It was created as an eBook in 1998, by Nick Hodson, and reformatted in 2005.




It was in the latter part of the month of June, of the year seventeen hundred and ninety something, that the angry waves of the Bay of Biscay were gradually subsiding, after a gale of wind as violent as it was unusual during that period of the year. Still they rolled heavily; and, at times, the wind blew up in fitful, angry gusts, as if it would fain renew the elemental combat; but each effort was more feeble, and the dark clouds which had been summoned to the storm, now fled in every quarter before the powerful rays of the sun, who burst their masses asunder with a glorious flood of light and heat; and, as he poured down his resplendent beams, piercing deep into the waters of that portion of the Atlantic to which we now refer, with the exception of one object, hardly visible, as at creation, there was a vast circumference of water, bounded by the fancied canopy of heaven. We have said, with the exception of one object; for in the centre of this picture, so simple, yet so sublime, composed of the three great elements, there was a remnant of the fourth. We say a remnant, for it was but the hull of a vessel, dismasted, water logged, its upper works only floating occasionally above the waves, when a transient repose from their still violent undulation permitted it to reassume its buoyancy. But this was seldom; one moment it was deluged by the seas, which broke as they poured over its gunwale; and the next, it rose from its submersion, as the water escaped from the portholes at its sides.

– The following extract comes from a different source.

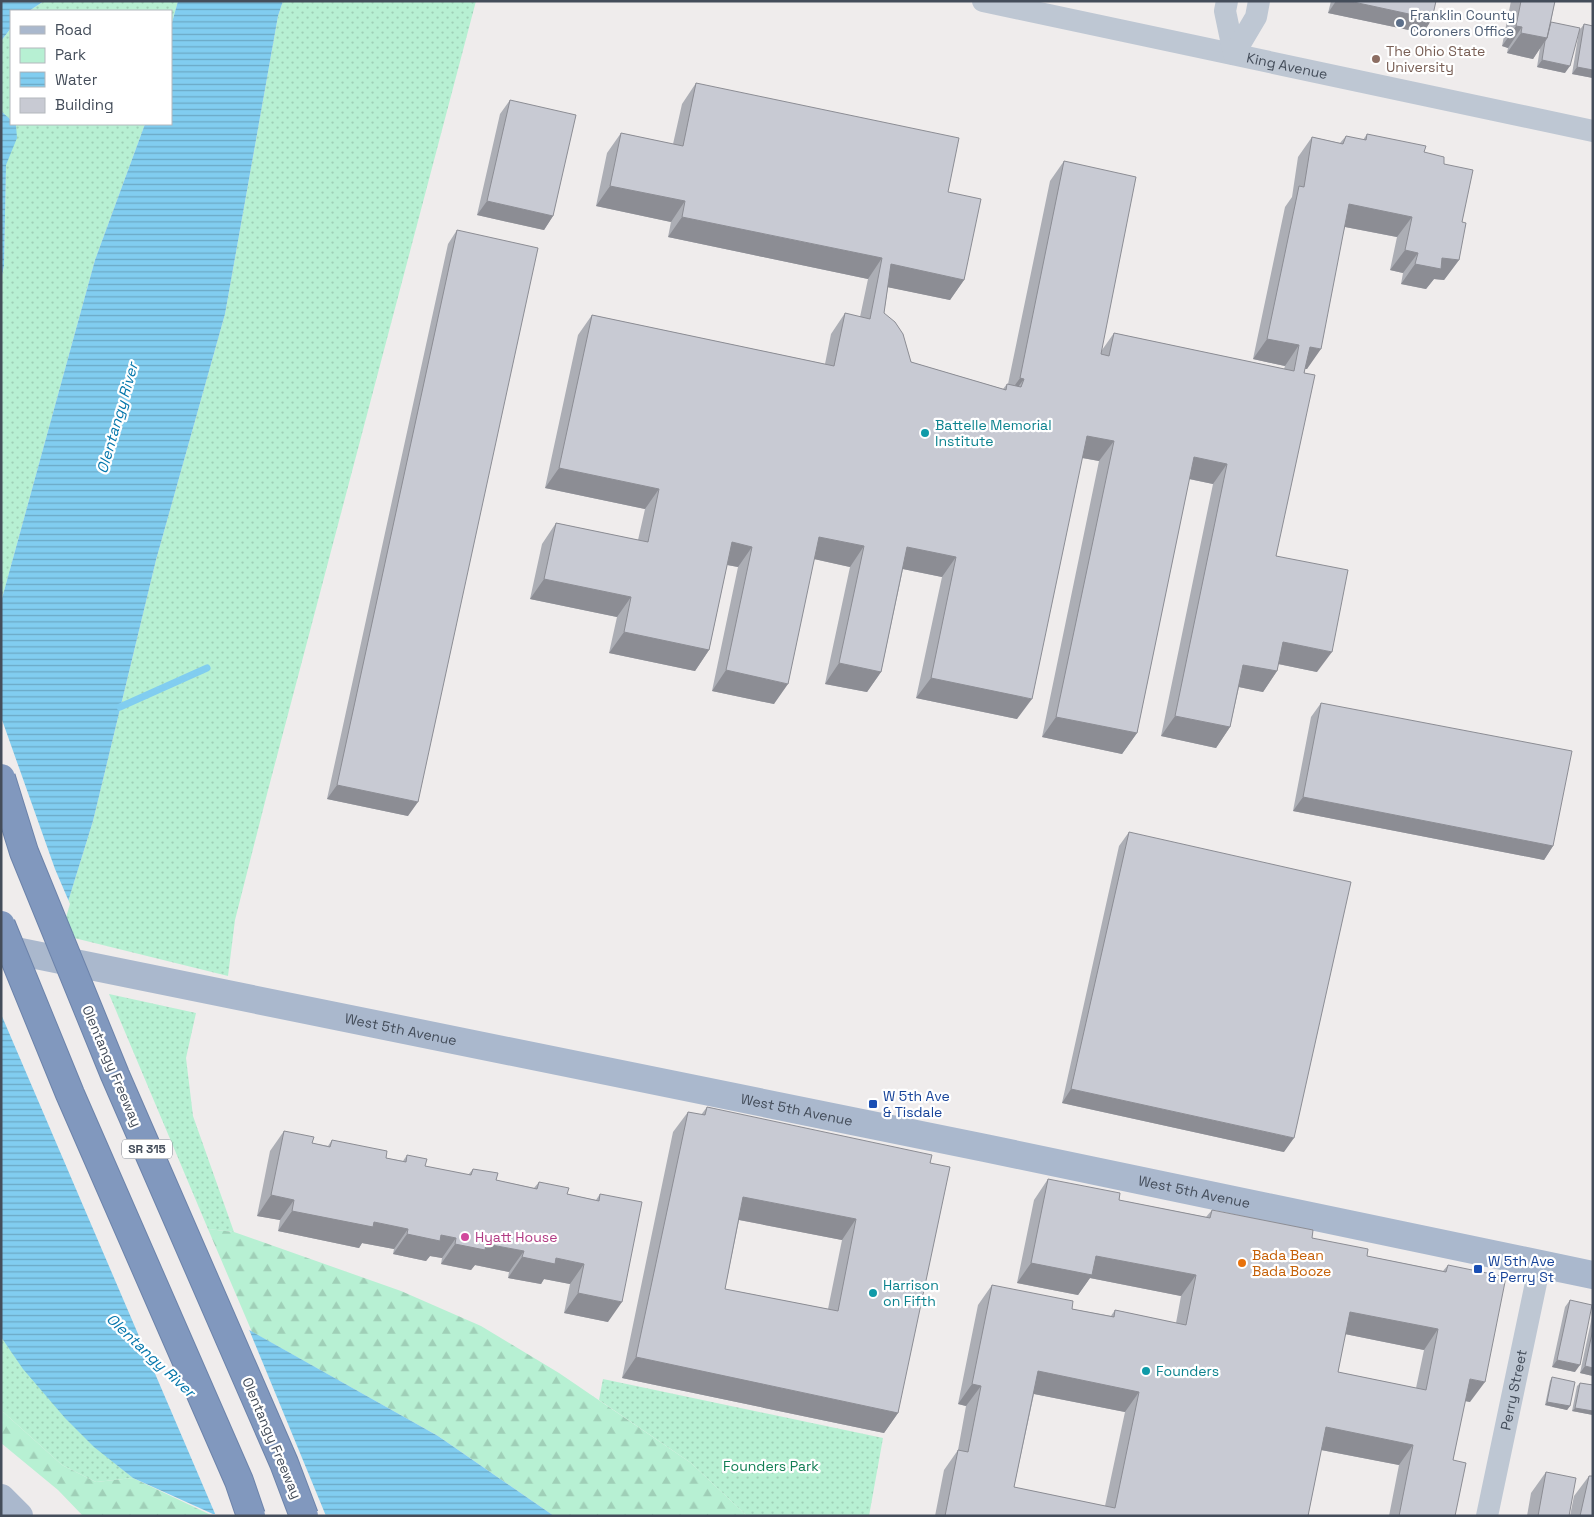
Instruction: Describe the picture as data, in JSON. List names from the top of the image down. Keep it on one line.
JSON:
{"streets":{"highway":["Olentangy Freeway","SR 315"],"main road":["West 5th Avenue"],"street":["King Avenue","Perry Street"]},"crossings":[["West 5th Avenue","Perry Street"]],"water":["Olentangy River"],"parks":["Founders Park"],"places":{"other":["Franklin County Coroners Office","The Ohio State University","Battelle Memorial Institute","Hyatt House","Bada Bean Bada Booze","Harrison on Fifth","Founders"],"transit":["W 5th Ave & Tisdale","W 5th Ave & Perry St"]},"legend":["Road","Park","Water","Building"]}
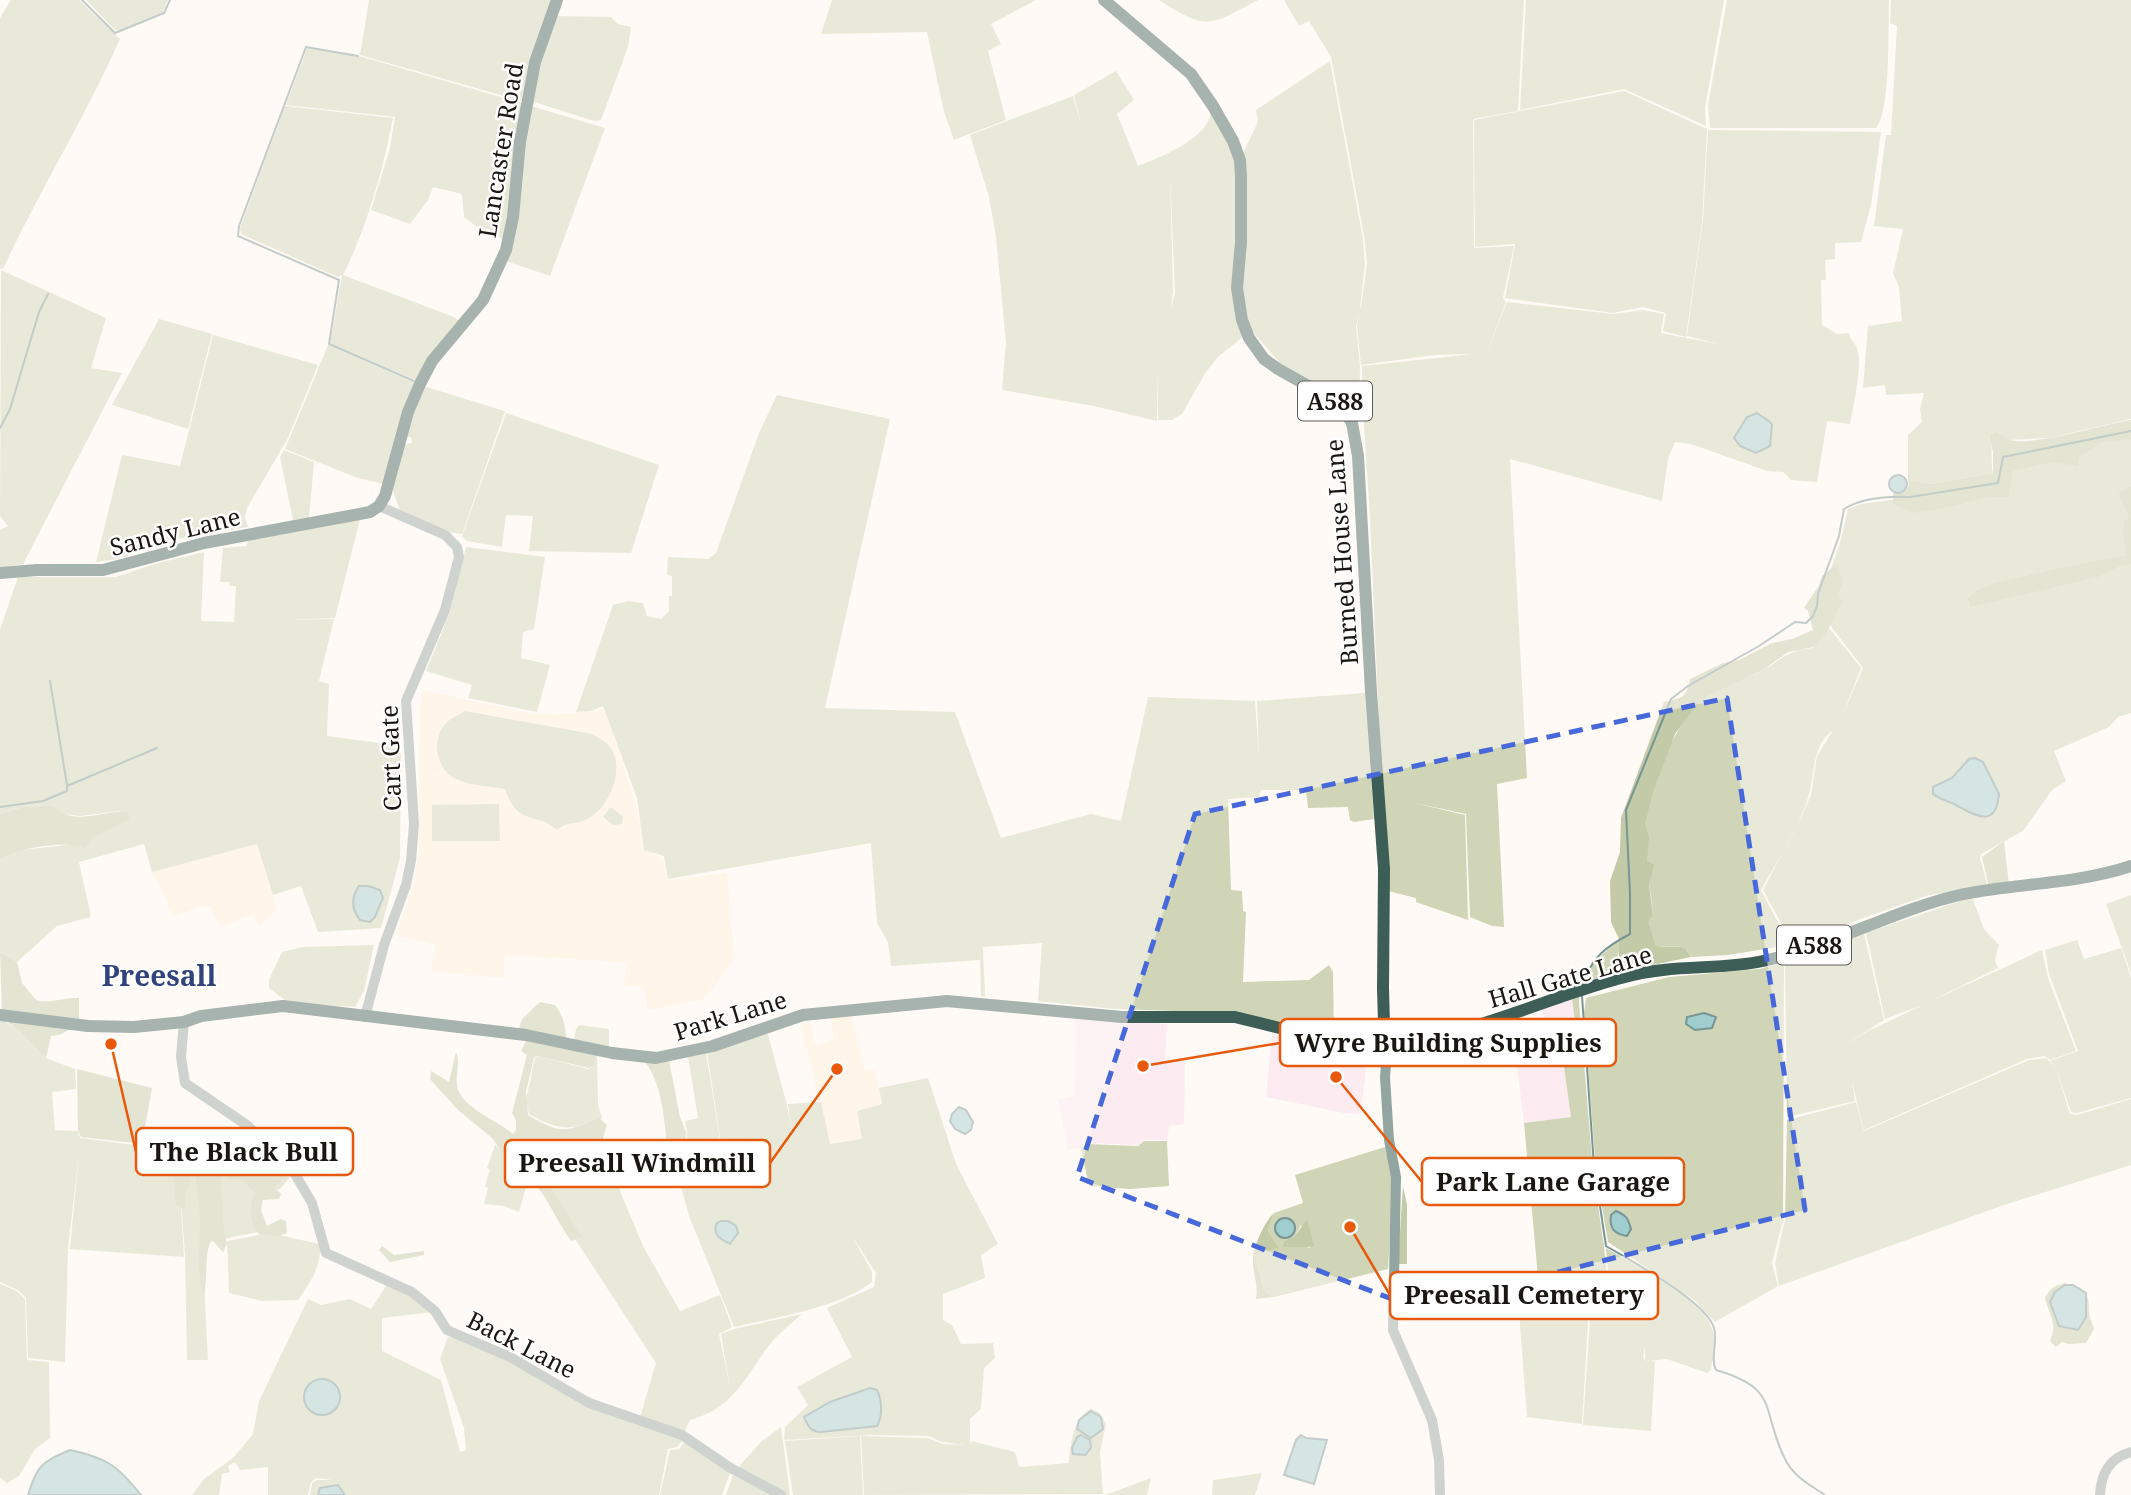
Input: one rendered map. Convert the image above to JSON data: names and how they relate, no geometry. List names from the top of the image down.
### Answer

How many thousands of vessels how many millions of property have been abandoned, and eventually consigned to the all receiving depths of the ocean, through ignorance or through fear! What a mine of wealth must lie buried in its sands! what riches lie entangled amongst its rocks, or remain suspended in its unfathomable gulf, where the compressed fluid is equal in gravity to that which it encircles, there to remain secured in its embedment from corruption and decay, until the destruction of the universe and the return of chaos! Yet, immense as the accumulated loss may be, the major part of it has been occasioned from an ignorance of one of the first laws of nature, that of specific gravity. The vessel to which we have referred was, to all appearance, in a situation of as extreme hazard as that of a drowning man clinging to a single rope yarn; yet, in reality, she was more secure from descending to the abyss below than many gallantly careering on the waters, their occupants dismissing all fear, and only calculating upon a quick arrival into port.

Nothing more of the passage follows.